Doch in regelmäßigen Abständen kommt es in Berlins Freibädern zu ernsthaften Ausschreitungen: Vor einigen Tagen gab es genau hier eine ernsthafte Schlägerei, bei dem ein Mann schwer verletzt wurde. Polizeieinsätze und Security-Patrouillen? An der Tagesordnung.

Columbiabad Berlin: Ausgelaugtes Personal – Freibad geschlossen

Die Freibäder in Berlin geraten jedes Jahr wegen gewaltsamen Ausschreitungen in den Fokus. Auch in diesem Jahr gab es bereits ernsthafte Auseinandersetzungen wie die Massenschlägerei im Sommerbad Pankow Anfang Juni. In vielen Schwimmbädern bleiben Rutschen und Sprungtürme geschlossen, weil sie für Reibungspunkte sorgen – ganz zum Leidwesen derjenigen, die sich benehmen und gerne rutschen wollen. Auch im Prinzenbad steht an der Treppe ein Hütchen, das die Rutsche sperrt.

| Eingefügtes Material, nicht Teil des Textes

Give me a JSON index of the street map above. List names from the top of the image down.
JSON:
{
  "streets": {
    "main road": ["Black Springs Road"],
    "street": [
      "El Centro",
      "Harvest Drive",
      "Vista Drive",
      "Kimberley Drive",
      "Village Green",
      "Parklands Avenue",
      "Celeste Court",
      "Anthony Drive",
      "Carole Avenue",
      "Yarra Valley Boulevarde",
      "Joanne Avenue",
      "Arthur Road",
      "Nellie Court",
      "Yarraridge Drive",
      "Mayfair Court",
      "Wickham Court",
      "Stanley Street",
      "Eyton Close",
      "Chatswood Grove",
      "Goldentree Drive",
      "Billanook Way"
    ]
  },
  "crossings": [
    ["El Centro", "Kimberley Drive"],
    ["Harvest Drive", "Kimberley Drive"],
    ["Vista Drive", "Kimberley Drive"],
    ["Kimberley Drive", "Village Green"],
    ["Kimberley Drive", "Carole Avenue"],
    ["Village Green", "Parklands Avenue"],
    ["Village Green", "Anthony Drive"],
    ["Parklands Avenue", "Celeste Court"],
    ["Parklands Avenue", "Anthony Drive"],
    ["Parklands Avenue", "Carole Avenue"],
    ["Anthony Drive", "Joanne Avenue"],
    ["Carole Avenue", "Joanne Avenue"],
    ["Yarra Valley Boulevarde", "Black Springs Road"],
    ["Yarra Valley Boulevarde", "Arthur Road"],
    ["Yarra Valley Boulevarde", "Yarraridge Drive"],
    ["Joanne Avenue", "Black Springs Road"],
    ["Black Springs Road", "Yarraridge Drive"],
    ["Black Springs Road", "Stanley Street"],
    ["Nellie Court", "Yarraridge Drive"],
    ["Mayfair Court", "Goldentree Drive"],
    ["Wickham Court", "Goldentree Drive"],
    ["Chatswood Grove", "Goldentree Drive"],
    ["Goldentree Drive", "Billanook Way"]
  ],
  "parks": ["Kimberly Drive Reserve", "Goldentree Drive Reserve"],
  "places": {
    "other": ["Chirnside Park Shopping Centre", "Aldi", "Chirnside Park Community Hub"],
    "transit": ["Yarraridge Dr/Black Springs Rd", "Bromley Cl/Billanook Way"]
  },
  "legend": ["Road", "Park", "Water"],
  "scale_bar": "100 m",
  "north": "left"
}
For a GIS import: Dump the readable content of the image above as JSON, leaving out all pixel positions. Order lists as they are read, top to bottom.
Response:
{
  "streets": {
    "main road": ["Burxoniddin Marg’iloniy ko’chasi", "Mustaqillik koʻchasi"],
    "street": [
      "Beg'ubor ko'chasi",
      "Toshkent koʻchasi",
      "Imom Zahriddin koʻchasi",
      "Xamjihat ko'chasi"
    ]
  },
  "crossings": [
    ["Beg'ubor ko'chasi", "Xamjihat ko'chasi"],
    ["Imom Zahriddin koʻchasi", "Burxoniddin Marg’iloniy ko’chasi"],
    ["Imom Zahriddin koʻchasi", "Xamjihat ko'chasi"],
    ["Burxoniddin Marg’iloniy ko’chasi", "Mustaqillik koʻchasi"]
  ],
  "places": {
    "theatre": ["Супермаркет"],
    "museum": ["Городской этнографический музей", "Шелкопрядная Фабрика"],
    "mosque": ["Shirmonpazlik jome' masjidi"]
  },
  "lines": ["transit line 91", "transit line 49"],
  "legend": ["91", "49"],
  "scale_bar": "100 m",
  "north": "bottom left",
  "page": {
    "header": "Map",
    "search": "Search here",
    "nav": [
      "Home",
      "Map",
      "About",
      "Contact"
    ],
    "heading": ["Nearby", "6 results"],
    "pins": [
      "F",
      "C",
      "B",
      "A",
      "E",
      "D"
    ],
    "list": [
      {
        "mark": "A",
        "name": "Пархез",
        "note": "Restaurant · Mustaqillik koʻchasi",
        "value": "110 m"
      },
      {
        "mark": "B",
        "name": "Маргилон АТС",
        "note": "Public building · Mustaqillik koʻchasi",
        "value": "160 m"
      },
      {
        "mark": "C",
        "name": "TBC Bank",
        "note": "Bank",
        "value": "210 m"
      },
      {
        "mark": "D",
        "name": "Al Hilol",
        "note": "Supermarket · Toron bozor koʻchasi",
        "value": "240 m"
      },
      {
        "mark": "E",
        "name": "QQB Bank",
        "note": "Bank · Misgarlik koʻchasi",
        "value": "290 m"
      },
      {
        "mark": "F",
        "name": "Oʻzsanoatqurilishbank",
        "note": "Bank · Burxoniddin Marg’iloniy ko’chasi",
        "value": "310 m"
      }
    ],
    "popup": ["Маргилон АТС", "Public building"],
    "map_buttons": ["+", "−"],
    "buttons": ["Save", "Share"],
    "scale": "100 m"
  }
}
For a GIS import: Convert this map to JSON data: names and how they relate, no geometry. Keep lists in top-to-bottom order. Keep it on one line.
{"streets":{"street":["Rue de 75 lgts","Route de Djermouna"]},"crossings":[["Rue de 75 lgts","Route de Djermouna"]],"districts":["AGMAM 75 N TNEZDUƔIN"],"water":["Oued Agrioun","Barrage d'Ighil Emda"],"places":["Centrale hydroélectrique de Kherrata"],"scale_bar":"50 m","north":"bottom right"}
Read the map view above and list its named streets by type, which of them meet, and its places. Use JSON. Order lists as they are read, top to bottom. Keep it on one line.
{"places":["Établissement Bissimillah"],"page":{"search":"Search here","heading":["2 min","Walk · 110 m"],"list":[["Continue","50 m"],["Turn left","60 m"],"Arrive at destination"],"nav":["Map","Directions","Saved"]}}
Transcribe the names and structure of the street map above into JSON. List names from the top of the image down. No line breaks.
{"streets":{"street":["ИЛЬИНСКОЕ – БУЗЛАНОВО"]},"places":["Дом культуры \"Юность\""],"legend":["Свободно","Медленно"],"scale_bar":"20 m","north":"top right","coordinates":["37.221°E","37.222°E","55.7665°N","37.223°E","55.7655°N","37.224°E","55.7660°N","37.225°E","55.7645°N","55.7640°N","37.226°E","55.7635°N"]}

An diesem Tag sind einige Leute ins Prinzenbad gekommen, weil das Columbiabad geschlossen hat. Nach gewaltsamen Auseinandersetzungen wurde das Neuköllner Freibad am Wochenende zum wiederholten Mal geräumt und hat seitdem seine Türen aufgrund eines hohen Krankenstandes nicht mehr geöffnet. Bei der Einrichtung hieß es am Mittwoch, das Columbiabad bleibe vermutlich die gesamte Woche zu.

Bereits im Juni haben die Mitarbeiterinnen und Mitarbeiter einen Brandbrief geschrieben, berichtete zuerst der Tagesspiegel. Darin hieß es, das Personal würde bewusst psychisch terrorisiert – eine extreme Belastung für alle Beteiligten. Die Mitarbeiter könnten sich oft nicht wehren. Die jugendlichen Randalierer würden als Mob auftreten, sie beleidigen und bespucken. Das Personal sei ausgebrannt und könne in diesen Zuständen nicht mehr weiterarbeiten.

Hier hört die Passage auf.